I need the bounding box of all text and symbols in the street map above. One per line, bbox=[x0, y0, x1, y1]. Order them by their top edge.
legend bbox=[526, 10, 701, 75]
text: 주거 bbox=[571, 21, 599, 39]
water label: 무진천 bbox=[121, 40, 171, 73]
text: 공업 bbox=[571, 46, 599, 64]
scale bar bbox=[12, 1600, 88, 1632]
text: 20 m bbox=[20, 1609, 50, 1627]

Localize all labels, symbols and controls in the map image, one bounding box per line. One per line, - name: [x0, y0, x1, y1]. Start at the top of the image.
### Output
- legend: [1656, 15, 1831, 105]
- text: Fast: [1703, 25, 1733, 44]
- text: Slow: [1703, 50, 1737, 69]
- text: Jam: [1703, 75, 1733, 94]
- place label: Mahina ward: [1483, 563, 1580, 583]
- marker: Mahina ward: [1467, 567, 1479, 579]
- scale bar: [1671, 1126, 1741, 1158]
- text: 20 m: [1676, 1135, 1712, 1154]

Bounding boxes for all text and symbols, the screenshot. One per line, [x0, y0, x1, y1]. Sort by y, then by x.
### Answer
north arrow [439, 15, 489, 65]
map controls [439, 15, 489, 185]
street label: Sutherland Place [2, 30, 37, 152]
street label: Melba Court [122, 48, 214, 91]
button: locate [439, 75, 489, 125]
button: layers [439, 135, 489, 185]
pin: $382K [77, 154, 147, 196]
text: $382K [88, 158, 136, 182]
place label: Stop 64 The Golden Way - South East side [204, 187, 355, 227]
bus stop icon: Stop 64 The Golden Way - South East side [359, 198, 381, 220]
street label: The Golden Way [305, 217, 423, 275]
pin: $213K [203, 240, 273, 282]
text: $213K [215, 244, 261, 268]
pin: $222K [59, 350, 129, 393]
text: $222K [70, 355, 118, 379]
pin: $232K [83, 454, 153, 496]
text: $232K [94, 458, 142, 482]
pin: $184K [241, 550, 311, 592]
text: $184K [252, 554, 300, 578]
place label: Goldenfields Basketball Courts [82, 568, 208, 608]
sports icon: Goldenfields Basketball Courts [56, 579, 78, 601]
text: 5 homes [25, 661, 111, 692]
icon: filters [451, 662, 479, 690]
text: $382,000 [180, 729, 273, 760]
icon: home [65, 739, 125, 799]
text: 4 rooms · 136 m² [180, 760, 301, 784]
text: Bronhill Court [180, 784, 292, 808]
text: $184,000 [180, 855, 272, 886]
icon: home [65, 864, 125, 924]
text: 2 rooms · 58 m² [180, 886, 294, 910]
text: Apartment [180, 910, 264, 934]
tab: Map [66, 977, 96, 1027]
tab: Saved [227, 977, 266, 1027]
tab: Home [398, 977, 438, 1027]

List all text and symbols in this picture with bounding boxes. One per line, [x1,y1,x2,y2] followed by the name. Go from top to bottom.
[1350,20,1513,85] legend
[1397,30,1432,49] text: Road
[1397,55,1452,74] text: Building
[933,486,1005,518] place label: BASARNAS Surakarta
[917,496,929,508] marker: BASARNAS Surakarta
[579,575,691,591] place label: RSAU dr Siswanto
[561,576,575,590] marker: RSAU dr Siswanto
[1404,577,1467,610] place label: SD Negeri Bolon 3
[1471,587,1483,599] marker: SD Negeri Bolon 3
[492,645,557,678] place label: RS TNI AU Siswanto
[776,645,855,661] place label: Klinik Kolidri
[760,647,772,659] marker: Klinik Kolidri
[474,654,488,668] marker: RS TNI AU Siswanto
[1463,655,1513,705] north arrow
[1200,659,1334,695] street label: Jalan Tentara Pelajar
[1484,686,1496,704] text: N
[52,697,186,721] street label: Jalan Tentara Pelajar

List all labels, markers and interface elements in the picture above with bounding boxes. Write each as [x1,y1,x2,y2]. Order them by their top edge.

^^^^^^^^^^^^^^^^

Transcribe every record above exactly as it appears.

#### OUTPUT OF THE TASK:
I need the bounding box of all text and symbols in the street map above. One per line, bbox=[x0, y0, x1, y1]. Order them by their top edge.
legend bbox=[526, 10, 701, 75]
text: 주거 bbox=[571, 21, 599, 39]
water label: 무진천 bbox=[121, 40, 171, 73]
text: 공업 bbox=[571, 46, 599, 64]
scale bar bbox=[12, 1600, 88, 1632]
text: 20 m bbox=[20, 1609, 50, 1627]

Localize all labels, symbols and controls in the map image, one bounding box per line. One per line, - name: [x0, y0, x1, y1]. Start at the top of the image.
### Output
- legend: [1656, 15, 1831, 105]
- text: Fast: [1703, 25, 1733, 44]
- text: Slow: [1703, 50, 1737, 69]
- text: Jam: [1703, 75, 1733, 94]
- place label: Mahina ward: [1483, 563, 1580, 583]
- marker: Mahina ward: [1467, 567, 1479, 579]
- scale bar: [1671, 1126, 1741, 1158]
- text: 20 m: [1676, 1135, 1712, 1154]

Bounding boxes for all text and symbols, the screenshot. One per line, [x0, y0, x1, y1]. Sort by y, then by x.
### Answer
north arrow [439, 15, 489, 65]
map controls [439, 15, 489, 185]
street label: Sutherland Place [2, 30, 37, 152]
street label: Melba Court [122, 48, 214, 91]
button: locate [439, 75, 489, 125]
button: layers [439, 135, 489, 185]
pin: $382K [77, 154, 147, 196]
text: $382K [88, 158, 136, 182]
place label: Stop 64 The Golden Way - South East side [204, 187, 355, 227]
bus stop icon: Stop 64 The Golden Way - South East side [359, 198, 381, 220]
street label: The Golden Way [305, 217, 423, 275]
pin: $213K [203, 240, 273, 282]
text: $213K [215, 244, 261, 268]
pin: $222K [59, 350, 129, 393]
text: $222K [70, 355, 118, 379]
pin: $232K [83, 454, 153, 496]
text: $232K [94, 458, 142, 482]
pin: $184K [241, 550, 311, 592]
text: $184K [252, 554, 300, 578]
place label: Goldenfields Basketball Courts [82, 568, 208, 608]
sports icon: Goldenfields Basketball Courts [56, 579, 78, 601]
text: 5 homes [25, 661, 111, 692]
icon: filters [451, 662, 479, 690]
text: $382,000 [180, 729, 273, 760]
icon: home [65, 739, 125, 799]
text: 4 rooms · 136 m² [180, 760, 301, 784]
text: Bronhill Court [180, 784, 292, 808]
text: $184,000 [180, 855, 272, 886]
icon: home [65, 864, 125, 924]
text: 2 rooms · 58 m² [180, 886, 294, 910]
text: Apartment [180, 910, 264, 934]
tab: Map [66, 977, 96, 1027]
tab: Saved [227, 977, 266, 1027]
tab: Home [398, 977, 438, 1027]

List all text and symbols in this picture with bounding boxes. One per line, [x1,y1,x2,y2] followed by the name. Go from top to bottom.
[1350,20,1513,85] legend
[1397,30,1432,49] text: Road
[1397,55,1452,74] text: Building
[933,486,1005,518] place label: BASARNAS Surakarta
[917,496,929,508] marker: BASARNAS Surakarta
[579,575,691,591] place label: RSAU dr Siswanto
[561,576,575,590] marker: RSAU dr Siswanto
[1404,577,1467,610] place label: SD Negeri Bolon 3
[1471,587,1483,599] marker: SD Negeri Bolon 3
[492,645,557,678] place label: RS TNI AU Siswanto
[776,645,855,661] place label: Klinik Kolidri
[760,647,772,659] marker: Klinik Kolidri
[474,654,488,668] marker: RS TNI AU Siswanto
[1463,655,1513,705] north arrow
[1200,659,1334,695] street label: Jalan Tentara Pelajar
[1484,686,1496,704] text: N
[52,697,186,721] street label: Jalan Tentara Pelajar

List all labels, markers and interface elements in the picture above with bounding boxes. Write each as [x1,y1,x2,y2]. Order them by their top edge.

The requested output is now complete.